>>
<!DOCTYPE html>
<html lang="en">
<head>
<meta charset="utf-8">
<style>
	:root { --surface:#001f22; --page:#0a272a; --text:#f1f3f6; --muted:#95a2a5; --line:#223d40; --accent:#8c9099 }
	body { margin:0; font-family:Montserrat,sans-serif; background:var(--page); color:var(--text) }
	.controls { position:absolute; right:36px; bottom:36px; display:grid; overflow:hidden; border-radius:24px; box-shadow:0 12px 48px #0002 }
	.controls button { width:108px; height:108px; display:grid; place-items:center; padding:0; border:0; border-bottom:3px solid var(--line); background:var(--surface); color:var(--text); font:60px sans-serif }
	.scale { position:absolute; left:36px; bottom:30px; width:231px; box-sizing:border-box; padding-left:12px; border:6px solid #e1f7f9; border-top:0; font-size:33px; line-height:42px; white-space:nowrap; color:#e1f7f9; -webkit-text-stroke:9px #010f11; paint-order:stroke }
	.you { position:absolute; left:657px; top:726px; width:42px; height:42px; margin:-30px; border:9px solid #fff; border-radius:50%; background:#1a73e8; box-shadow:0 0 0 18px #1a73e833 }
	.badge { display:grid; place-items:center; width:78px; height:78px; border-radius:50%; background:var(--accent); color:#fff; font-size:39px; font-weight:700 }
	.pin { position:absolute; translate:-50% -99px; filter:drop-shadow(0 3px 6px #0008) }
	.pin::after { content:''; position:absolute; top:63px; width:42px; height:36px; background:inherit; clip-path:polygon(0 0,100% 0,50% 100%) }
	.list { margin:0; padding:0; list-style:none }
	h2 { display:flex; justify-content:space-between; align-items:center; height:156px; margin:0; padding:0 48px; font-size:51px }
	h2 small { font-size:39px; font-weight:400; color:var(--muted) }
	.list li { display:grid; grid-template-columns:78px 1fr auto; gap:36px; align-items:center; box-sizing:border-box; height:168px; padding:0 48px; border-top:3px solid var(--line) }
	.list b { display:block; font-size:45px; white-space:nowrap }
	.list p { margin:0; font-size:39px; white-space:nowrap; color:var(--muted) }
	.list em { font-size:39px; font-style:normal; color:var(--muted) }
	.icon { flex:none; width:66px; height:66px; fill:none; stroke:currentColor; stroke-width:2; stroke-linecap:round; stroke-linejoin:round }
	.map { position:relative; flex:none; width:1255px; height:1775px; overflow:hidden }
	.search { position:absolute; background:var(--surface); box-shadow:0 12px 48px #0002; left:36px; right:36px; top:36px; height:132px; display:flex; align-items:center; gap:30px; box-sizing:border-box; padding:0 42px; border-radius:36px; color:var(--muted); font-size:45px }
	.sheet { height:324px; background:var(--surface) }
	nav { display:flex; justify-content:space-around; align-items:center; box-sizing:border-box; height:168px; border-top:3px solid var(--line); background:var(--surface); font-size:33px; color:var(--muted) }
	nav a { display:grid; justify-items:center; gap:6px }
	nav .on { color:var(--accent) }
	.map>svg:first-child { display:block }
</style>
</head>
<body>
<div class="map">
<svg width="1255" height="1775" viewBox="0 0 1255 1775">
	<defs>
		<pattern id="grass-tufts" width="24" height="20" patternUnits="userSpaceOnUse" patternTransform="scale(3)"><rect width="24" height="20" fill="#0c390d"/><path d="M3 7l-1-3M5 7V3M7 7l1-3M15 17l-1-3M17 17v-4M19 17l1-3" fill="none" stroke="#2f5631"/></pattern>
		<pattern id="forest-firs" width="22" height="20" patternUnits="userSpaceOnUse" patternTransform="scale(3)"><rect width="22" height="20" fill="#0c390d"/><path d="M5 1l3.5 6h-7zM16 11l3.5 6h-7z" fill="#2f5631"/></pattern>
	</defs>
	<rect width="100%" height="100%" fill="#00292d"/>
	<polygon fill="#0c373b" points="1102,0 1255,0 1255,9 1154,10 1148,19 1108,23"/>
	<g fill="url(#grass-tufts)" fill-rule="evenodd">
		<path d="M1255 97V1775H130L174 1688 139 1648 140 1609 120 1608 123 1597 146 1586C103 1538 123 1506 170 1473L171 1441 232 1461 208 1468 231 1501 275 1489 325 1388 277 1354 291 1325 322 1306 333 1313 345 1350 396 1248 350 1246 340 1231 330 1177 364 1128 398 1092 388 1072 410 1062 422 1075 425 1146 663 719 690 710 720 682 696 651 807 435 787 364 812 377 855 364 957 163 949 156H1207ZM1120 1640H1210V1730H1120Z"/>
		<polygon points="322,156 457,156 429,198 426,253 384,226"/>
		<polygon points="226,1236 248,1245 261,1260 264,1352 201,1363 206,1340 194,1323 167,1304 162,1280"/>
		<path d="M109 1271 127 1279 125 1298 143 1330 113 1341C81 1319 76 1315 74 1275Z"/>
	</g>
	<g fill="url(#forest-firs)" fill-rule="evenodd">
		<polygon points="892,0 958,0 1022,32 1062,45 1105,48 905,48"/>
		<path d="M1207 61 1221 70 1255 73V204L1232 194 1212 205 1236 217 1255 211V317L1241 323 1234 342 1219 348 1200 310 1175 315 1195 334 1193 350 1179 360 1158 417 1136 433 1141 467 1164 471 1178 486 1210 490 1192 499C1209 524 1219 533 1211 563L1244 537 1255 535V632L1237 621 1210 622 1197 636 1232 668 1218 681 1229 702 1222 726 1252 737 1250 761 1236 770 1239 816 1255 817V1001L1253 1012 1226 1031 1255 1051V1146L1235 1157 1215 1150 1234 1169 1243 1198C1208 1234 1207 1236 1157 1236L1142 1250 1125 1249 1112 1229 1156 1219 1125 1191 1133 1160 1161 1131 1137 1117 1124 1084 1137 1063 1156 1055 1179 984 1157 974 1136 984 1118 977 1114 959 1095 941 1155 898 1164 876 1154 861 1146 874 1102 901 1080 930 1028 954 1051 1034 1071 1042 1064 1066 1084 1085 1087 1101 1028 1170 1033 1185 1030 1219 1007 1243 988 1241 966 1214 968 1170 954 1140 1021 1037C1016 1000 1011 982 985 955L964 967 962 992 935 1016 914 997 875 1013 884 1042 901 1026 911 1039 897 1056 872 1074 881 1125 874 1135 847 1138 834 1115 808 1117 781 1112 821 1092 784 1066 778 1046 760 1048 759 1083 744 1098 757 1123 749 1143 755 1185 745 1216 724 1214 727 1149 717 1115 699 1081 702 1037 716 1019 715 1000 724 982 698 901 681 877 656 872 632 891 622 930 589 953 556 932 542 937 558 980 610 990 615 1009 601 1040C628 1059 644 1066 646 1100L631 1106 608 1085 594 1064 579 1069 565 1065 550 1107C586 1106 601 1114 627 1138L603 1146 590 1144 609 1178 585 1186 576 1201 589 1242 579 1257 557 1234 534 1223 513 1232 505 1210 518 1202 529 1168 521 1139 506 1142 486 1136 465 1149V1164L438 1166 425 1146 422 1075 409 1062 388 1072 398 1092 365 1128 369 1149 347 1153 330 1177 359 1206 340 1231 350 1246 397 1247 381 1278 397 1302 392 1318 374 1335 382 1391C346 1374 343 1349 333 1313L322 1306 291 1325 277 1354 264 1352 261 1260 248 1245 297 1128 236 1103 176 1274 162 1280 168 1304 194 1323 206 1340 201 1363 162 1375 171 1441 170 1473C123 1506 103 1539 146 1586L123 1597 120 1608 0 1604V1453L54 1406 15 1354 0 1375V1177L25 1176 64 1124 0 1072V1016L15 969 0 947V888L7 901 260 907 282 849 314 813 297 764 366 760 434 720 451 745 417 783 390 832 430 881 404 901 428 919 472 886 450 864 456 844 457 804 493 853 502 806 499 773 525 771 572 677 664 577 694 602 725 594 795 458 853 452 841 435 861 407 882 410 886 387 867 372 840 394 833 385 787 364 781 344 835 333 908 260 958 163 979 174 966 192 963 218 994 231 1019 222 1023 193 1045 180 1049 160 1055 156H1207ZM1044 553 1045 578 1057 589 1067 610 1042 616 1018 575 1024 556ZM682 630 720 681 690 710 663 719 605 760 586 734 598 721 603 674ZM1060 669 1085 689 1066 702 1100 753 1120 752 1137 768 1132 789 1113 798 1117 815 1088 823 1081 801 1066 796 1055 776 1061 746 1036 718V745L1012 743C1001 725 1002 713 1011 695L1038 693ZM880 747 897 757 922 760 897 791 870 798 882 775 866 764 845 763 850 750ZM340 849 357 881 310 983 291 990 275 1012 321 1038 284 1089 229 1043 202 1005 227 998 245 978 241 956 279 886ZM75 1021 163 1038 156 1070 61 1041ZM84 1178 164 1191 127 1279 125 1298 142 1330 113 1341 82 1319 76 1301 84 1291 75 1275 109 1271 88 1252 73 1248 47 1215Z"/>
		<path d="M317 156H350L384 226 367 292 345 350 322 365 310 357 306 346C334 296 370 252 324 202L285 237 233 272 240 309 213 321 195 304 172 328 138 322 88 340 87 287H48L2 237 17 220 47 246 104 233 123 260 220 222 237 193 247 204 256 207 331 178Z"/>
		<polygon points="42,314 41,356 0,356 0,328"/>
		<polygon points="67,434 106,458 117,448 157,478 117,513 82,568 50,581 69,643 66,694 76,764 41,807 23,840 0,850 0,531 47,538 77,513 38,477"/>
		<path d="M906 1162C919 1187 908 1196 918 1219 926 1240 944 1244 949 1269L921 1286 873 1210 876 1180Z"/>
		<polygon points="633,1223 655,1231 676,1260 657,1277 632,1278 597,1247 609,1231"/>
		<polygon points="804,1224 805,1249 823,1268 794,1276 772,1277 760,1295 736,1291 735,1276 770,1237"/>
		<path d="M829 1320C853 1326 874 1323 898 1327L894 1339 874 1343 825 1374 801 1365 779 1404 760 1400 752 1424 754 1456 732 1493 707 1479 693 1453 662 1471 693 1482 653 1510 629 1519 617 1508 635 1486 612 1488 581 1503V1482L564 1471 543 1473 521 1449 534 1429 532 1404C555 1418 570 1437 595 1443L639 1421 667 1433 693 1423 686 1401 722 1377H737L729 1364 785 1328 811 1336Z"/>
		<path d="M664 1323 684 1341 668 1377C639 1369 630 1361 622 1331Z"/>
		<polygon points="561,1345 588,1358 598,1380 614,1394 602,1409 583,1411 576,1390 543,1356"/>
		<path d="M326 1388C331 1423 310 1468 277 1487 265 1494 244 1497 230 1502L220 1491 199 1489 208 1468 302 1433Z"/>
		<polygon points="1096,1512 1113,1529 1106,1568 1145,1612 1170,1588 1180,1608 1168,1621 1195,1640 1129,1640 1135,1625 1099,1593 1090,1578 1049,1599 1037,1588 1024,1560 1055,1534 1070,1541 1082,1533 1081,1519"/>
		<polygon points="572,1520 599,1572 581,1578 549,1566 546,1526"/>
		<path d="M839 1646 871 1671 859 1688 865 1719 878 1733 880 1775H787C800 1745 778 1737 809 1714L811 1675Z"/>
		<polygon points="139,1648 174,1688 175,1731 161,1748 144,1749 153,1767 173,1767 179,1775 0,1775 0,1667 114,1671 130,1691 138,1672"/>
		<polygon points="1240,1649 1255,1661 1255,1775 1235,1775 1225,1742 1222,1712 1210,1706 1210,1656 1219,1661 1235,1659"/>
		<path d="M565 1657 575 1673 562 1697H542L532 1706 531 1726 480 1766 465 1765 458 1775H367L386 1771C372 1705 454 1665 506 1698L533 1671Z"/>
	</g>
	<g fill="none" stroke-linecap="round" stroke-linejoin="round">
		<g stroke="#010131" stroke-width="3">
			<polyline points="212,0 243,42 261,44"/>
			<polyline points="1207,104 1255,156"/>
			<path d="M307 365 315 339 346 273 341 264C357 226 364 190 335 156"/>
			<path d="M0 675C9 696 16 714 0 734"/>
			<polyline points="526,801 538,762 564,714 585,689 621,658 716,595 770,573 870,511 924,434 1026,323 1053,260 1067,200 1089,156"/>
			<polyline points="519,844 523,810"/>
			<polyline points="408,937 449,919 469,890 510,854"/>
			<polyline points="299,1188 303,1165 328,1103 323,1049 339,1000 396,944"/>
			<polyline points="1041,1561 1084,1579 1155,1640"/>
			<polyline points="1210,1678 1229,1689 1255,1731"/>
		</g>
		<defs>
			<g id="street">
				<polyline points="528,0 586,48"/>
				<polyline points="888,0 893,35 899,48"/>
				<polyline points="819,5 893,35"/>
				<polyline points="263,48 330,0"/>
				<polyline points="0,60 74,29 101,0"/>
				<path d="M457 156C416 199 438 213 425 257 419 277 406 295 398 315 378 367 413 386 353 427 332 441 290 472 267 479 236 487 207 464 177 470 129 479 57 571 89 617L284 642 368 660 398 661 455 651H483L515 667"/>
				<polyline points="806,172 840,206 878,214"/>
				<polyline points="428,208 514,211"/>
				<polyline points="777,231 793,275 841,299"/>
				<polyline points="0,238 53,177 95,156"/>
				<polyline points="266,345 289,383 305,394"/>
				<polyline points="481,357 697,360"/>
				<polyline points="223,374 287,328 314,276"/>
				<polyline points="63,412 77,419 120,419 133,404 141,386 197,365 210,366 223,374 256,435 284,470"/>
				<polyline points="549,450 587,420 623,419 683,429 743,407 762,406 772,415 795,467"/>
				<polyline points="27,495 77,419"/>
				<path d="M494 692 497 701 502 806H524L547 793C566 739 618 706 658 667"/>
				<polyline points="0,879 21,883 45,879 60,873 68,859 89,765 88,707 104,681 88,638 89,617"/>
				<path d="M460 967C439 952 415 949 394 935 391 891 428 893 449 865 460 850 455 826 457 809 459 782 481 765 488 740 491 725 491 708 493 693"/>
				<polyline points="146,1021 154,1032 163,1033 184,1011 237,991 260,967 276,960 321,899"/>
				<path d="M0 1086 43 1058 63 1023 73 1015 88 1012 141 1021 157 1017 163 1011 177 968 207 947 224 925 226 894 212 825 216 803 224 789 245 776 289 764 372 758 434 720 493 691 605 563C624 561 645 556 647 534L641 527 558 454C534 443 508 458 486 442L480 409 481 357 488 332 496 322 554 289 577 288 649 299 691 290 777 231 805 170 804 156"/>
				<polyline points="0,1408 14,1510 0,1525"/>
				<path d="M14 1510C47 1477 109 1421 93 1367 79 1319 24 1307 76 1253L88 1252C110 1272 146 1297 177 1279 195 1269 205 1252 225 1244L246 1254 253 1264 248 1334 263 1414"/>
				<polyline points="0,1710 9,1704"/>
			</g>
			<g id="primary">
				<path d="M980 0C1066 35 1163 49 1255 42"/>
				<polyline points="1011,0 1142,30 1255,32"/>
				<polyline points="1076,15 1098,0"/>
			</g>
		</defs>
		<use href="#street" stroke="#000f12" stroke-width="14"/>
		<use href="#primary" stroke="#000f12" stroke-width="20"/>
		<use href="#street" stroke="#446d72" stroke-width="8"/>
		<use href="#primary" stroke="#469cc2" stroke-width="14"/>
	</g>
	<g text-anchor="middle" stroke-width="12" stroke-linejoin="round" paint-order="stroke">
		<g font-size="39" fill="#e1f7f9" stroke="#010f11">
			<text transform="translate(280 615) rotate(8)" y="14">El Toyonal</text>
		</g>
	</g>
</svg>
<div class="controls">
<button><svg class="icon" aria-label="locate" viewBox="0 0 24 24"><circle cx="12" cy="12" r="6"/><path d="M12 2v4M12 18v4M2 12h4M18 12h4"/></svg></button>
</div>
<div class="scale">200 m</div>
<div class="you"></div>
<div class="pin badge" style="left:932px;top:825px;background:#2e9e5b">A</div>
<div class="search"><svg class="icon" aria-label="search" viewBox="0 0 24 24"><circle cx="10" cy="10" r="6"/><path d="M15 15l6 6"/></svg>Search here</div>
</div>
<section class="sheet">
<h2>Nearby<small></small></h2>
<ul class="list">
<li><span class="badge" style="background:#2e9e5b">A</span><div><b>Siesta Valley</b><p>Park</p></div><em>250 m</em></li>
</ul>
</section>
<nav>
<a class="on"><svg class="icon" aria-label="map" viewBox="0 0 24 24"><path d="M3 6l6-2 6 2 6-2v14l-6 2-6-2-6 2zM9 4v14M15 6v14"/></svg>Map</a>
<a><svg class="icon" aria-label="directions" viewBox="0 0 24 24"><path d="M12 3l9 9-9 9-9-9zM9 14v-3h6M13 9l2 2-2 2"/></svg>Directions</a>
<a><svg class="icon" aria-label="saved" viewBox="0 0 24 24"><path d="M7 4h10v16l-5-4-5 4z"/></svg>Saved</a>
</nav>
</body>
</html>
<<
Each line from the top of the listing down to and including the one containing "position:absolute; left:36px; bottom:30px;" should be transcribed exactly; nothing else is to be output.

<!DOCTYPE html>
<html lang="en">
<head>
<meta charset="utf-8">
<style>
	:root { --surface:#001f22; --page:#0a272a; --text:#f1f3f6; --muted:#95a2a5; --line:#223d40; --accent:#8c9099 }
	body { margin:0; font-family:Montserrat,sans-serif; background:var(--page); color:var(--text) }
	.controls { position:absolute; right:36px; bottom:36px; display:grid; overflow:hidden; border-radius:24px; box-shadow:0 12px 48px #0002 }
	.controls button { width:108px; height:108px; display:grid; place-items:center; padding:0; border:0; border-bottom:3px solid var(--line); background:var(--surface); color:var(--text); font:60px sans-serif }
	.scale { position:absolute; left:36px; bottom:30px; width:231px; box-sizing:border-box; padding-left:12px; border:6px solid #e1f7f9; border-top:0; font-size:33px; line-height:42px; white-space:nowrap; color:#e1f7f9; -webkit-text-stroke:9px #010f11; paint-order:stroke }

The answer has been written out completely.